Sarah L Rowe (presenting)¹ PhD, Krisna Patel² MSc, Rebecca S French³ PhD, Claire Henderson4, MRCPsych, PhD, Dennis Ougrin5 MD, PhD, Mike Slade6 PhD, Paul Moran7 MD, PhD
¹Division of Psychiatry, University College London
²Department of Psychosis, King’s College London, Institute of Psychiatry, Psychology and Neuroscience
³Department of Social and Environmental Health Research, Faculty of Public Health & Policy, London School of Hygiene and Tropical Medicine
4Health Service and Population Research Department, King’s College London, Institute of Psychiatry, Psychology and Neuroscience
5Child and Adolescent Psychiatry Department, King’s College London, Institute of Psychiatry, Psychology and Neuroscience
6School of Health Sciences, Institute of Mental Health, University of Nottingham
7 Centre for Academic Mental Health, School of Social & Community Medicine, University of Bristol
Decision-aids (DA) have been shown to increase knowledge, encourage more active participation in decision-making and lower levels of decisional conflict (O'Connor, Rostom et al, 1999). We have developed a novel web-based DA designed to help young people get support for their self-harm.
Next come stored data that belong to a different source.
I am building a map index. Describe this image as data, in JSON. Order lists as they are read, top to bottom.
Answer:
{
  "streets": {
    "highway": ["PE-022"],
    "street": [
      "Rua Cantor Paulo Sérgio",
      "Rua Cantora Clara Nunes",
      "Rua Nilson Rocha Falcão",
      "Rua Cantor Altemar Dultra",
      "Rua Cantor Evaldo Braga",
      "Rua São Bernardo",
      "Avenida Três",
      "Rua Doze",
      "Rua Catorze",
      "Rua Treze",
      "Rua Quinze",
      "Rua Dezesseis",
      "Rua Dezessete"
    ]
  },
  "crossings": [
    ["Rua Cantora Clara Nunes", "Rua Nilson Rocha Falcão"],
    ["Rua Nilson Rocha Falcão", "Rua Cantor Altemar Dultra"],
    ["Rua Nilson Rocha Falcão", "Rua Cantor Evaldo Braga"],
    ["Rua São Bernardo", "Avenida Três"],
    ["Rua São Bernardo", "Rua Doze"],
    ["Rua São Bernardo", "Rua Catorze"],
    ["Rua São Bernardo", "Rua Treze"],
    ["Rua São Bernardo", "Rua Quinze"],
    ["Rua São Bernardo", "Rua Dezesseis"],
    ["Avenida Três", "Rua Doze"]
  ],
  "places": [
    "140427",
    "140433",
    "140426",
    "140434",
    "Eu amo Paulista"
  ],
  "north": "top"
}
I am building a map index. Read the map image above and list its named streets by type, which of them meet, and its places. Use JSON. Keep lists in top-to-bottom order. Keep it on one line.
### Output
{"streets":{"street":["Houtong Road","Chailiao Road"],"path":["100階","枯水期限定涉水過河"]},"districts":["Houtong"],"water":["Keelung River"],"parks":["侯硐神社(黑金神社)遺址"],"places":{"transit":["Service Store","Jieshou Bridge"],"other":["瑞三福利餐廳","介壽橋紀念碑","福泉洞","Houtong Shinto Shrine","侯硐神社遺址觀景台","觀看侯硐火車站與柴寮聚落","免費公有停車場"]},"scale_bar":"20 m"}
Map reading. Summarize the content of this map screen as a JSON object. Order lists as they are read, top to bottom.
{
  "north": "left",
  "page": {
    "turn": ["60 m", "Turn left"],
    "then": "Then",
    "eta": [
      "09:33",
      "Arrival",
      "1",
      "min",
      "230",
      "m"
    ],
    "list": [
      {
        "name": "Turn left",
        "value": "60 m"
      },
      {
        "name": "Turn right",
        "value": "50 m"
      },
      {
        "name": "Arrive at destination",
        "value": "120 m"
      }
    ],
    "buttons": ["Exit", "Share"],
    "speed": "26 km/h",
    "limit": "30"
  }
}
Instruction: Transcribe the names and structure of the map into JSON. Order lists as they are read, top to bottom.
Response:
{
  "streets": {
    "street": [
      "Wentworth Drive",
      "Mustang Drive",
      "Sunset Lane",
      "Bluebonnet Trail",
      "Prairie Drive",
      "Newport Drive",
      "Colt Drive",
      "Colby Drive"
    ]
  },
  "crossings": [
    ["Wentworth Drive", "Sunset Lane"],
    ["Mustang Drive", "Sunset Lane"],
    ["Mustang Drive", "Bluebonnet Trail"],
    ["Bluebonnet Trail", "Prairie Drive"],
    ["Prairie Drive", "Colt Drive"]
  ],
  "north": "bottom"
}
A feasibility trial was conducted to test the acceptability and gather descriptive data on outcome measures.
Young people aged 12-18 years were recruited from a secondary school in London, England and screened for self-harm. Those that reported self-harming behaviour in the past year were randomised to either 1) the control condition whereby they received general information about mood and feelings or 2) the experimental condition where they completed the DA and received help-seeking options based on their personal responses. Participants were followed-up at 4 weeks. Qualitative interviews were conducted after follow-up with a subset of participants, to evaluate and explore the young person’s experience of the study and the (potential) effects of the DA.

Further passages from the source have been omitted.